La question de l’intégration pédagogique d’une technologie nouvelle dans la formation des maîtres se pose à la fois comme une compétence à développer par le futur enseignant pour sa pratique en milieu scolaire et au regard du curriculum de formation des maîtres, ce qui rejoint la pédagogie universitaire appliquée dans les programmes de formation des maîtres. Dans les deux cas, la question renvoie aux curriculums – formation des élèves et formation des maîtres – et requiert l’analyse du nouveau média, de sa place dans une logique pédagogique, scolaire ou universitaire.

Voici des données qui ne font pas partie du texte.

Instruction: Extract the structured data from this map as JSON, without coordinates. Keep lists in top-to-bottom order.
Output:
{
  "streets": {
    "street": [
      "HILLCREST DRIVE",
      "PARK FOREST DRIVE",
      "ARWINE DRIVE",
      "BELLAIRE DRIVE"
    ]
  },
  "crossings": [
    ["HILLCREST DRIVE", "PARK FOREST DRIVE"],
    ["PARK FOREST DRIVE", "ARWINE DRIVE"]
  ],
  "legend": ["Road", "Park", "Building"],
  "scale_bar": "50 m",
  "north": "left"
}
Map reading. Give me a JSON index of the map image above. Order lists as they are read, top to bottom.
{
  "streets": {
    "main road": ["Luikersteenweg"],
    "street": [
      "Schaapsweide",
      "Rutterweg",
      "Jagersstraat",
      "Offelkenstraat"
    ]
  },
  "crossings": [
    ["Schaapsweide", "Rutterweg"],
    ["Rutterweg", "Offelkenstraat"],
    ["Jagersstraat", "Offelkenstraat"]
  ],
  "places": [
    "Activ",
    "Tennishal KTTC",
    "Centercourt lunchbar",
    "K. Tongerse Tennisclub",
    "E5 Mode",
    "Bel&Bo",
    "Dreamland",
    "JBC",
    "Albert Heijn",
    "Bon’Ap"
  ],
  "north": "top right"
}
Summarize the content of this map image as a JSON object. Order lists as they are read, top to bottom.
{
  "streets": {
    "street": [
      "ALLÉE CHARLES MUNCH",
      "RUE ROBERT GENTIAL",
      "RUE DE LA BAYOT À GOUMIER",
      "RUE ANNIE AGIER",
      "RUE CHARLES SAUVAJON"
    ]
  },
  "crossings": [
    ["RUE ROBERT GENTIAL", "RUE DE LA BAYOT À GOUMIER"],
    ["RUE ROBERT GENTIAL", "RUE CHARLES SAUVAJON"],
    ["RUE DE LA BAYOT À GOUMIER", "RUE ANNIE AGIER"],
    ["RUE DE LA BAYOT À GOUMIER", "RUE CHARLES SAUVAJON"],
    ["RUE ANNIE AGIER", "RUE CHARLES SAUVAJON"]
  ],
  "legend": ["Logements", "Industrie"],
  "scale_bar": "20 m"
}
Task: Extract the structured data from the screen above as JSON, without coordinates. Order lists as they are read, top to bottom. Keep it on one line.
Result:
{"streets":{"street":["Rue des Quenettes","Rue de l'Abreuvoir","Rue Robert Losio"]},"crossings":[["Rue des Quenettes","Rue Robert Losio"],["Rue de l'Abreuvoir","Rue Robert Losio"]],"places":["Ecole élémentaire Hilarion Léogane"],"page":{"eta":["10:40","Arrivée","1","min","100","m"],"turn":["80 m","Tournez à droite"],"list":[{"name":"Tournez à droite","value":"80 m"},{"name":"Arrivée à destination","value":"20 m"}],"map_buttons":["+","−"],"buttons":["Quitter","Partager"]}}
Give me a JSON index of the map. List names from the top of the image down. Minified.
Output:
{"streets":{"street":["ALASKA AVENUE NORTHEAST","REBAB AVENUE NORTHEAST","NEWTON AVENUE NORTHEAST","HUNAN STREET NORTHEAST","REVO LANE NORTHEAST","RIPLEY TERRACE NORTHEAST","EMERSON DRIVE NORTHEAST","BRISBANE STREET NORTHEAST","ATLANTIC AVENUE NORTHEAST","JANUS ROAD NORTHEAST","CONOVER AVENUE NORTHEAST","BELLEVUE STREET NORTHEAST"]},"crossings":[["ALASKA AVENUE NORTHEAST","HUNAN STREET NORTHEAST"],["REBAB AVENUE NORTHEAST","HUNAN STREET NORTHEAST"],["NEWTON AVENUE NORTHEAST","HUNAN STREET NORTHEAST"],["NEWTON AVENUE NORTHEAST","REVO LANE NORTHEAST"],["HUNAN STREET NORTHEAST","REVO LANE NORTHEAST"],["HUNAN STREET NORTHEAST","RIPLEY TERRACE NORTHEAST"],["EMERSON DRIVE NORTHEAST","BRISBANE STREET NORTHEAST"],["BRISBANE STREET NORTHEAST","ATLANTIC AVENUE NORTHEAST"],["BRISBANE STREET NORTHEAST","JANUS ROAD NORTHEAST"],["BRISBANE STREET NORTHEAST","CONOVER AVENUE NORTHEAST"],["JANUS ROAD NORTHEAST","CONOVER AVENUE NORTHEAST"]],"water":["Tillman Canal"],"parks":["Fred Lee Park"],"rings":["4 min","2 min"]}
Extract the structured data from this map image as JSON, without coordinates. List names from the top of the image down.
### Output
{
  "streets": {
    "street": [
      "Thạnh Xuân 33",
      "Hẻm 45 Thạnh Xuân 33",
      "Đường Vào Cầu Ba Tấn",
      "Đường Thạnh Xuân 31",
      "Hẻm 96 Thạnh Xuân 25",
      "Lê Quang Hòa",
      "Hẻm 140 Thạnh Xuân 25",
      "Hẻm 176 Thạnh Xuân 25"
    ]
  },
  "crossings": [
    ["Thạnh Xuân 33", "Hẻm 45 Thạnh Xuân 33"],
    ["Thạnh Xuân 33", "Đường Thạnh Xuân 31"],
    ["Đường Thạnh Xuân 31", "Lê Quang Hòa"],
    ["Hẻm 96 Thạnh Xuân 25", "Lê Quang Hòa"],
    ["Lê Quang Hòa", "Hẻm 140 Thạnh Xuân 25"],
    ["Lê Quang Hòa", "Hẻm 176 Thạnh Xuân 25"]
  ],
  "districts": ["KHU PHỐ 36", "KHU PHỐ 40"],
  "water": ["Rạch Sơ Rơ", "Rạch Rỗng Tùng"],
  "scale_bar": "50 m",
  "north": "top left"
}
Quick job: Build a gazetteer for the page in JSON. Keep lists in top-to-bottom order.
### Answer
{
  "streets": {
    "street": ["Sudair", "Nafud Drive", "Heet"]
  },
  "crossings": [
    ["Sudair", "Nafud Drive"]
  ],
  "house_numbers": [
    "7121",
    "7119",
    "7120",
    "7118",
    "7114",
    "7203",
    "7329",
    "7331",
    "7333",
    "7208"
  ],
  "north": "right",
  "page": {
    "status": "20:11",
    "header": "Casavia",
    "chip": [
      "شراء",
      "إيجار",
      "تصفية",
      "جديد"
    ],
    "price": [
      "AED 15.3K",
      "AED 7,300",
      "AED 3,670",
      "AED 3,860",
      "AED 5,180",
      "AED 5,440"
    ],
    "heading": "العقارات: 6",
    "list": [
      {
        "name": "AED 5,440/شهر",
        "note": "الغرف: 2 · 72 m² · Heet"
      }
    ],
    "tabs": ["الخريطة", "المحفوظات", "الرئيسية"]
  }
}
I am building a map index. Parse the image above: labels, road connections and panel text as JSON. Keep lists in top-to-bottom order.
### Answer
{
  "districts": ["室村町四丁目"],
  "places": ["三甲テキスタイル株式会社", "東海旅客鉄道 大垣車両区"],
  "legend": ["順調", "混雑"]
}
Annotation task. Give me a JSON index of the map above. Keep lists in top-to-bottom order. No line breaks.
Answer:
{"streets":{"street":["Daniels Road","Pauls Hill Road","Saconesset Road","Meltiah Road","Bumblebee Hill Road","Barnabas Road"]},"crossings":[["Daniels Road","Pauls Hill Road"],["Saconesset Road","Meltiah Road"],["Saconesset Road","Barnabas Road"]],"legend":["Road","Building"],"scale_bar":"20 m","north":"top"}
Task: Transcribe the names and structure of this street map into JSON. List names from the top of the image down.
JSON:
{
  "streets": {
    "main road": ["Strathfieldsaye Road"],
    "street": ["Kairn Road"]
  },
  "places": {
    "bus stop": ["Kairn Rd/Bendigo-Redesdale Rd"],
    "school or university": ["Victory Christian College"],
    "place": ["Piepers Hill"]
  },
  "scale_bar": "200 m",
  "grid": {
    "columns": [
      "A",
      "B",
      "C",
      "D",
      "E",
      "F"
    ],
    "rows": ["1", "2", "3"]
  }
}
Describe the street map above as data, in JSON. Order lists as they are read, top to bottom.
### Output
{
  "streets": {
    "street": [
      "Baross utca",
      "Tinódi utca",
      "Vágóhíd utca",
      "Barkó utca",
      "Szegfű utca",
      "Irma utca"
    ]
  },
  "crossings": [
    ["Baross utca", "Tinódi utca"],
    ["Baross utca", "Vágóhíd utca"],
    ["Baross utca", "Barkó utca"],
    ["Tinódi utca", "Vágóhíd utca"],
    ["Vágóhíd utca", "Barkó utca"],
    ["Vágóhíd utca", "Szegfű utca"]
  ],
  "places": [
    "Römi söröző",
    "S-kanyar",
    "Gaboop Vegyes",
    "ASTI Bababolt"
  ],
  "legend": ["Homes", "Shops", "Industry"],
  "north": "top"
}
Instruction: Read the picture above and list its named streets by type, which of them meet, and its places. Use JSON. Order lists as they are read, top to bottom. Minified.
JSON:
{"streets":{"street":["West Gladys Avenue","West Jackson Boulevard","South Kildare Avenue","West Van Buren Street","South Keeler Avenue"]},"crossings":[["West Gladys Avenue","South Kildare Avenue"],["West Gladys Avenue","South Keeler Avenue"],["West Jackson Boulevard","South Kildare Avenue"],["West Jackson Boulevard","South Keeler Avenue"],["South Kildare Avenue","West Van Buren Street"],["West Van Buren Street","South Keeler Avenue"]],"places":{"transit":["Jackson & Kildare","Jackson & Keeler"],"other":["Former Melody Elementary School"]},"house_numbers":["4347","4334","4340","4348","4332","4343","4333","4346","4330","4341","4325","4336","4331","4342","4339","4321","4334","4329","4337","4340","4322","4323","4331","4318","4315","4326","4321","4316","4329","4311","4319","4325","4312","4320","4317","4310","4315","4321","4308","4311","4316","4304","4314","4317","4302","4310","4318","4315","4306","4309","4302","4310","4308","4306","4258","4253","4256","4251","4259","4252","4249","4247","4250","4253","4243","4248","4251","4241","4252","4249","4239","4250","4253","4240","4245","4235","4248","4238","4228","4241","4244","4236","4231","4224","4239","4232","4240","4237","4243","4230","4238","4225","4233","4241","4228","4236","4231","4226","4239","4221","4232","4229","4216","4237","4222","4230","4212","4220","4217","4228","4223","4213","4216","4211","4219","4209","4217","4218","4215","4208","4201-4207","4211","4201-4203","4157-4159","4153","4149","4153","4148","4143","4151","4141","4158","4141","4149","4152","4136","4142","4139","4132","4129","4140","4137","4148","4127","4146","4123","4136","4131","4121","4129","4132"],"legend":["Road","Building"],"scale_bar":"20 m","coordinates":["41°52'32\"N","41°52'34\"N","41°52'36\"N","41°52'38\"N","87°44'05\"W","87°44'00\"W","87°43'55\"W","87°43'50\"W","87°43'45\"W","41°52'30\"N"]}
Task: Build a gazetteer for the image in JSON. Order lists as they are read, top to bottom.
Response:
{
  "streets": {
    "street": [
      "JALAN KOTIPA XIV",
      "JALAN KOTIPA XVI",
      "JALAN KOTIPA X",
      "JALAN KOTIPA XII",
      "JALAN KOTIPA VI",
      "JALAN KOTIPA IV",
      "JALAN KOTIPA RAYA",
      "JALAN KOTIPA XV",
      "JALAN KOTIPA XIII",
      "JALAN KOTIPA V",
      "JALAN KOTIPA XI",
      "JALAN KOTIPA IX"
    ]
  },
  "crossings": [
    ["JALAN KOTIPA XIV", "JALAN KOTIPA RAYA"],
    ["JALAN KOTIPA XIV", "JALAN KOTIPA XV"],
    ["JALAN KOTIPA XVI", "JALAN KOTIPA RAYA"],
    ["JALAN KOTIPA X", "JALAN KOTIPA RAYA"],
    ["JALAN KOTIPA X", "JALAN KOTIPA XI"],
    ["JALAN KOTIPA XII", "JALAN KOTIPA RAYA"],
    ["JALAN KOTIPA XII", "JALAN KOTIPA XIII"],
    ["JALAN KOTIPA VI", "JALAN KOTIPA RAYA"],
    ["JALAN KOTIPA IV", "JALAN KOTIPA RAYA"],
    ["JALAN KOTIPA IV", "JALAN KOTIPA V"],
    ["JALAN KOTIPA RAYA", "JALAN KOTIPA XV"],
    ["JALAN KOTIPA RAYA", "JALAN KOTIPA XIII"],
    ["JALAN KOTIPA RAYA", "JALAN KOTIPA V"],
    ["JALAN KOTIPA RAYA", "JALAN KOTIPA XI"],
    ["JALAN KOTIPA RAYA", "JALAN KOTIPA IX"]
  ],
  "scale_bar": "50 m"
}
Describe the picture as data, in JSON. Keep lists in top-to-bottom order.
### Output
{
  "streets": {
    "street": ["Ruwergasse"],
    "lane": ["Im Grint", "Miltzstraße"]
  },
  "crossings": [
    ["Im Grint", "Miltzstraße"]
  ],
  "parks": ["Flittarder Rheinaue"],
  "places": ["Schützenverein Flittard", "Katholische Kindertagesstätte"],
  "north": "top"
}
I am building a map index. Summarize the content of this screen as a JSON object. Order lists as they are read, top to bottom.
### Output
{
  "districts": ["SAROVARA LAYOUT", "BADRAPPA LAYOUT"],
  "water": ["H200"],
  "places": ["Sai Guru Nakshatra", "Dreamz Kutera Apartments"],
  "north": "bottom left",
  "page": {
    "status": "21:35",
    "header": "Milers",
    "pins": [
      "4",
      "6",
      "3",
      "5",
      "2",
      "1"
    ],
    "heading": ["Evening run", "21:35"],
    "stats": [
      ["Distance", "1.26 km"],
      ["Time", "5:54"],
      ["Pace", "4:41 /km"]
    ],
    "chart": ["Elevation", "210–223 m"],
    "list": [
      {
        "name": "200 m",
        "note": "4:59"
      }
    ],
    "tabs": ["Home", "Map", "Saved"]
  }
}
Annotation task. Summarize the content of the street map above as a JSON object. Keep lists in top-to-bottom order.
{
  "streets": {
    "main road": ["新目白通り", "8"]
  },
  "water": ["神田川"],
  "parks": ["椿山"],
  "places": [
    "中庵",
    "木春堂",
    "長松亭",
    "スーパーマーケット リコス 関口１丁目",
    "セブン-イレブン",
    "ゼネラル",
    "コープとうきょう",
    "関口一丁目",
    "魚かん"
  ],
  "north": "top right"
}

Une logique particulière à la formation des maîtres voudrait que les étudiants en formation des maîtres soient mis en situation d’étudier avec les technologies mêmes qu’ils sont censés intégrer dans leur future pratique. Selon Loiola et Tardif (2001), les « théories de l’enseignement » des professeurs universitaires, c’est-à-dire leur conception personnelle, ont un impact direct sur l’expérience qu’ils font vivre à leurs étudiants. Dans le cas très particulier de la formation des maîtres, l’apprentissage par le modelage (modeling ou shaping) est considéré, au sens d’une double perspective où le futur maître est amené à étudier de la même façon qu’il est invité à enseigner (Schwartz, 1999 ; Dumoulin, 1999). Ce principe est illustré par Schwartz (1999) avec le modèle d’apprentissage socioconstructiviste appelé STAR.Legacy, conçu initialement pour l’enseignement scolaire, et qu’il a utilisé dans son cours destiné aux futurs maîtres. Ce modèle représente un processus cyclique à partir de problèmes dont le seuil de difficulté augmente à chaque cycle. Les composantes du cycle sont les suivantes : 1) générer des idées, 2) considérer des perspectives multiples, 3) conduire une recherche d’information, 4) tester sa capacité sur le sujet, 5) faire une présentation en public. À ce cycle s’ajoute, en satellite, une activité métacognitive de planification et de réflexion sur chaque processus cognitif. En amenant ses étudiants, futurs maîtres, à pratiquer ce cycle dans leurs propres apprentissages, Schwartz (1999) les met en position de se l’approprier pour l’appliquer dans leur propre enseignement. Dumoulin (1999) invite les futurs maîtres en adaptation scolaire à se plonger dans une situation symétrique à celle à laquelle ils se préparent, soit une clinique de lecture, avec une immersion dans un environnement virtuel, Village Prologue.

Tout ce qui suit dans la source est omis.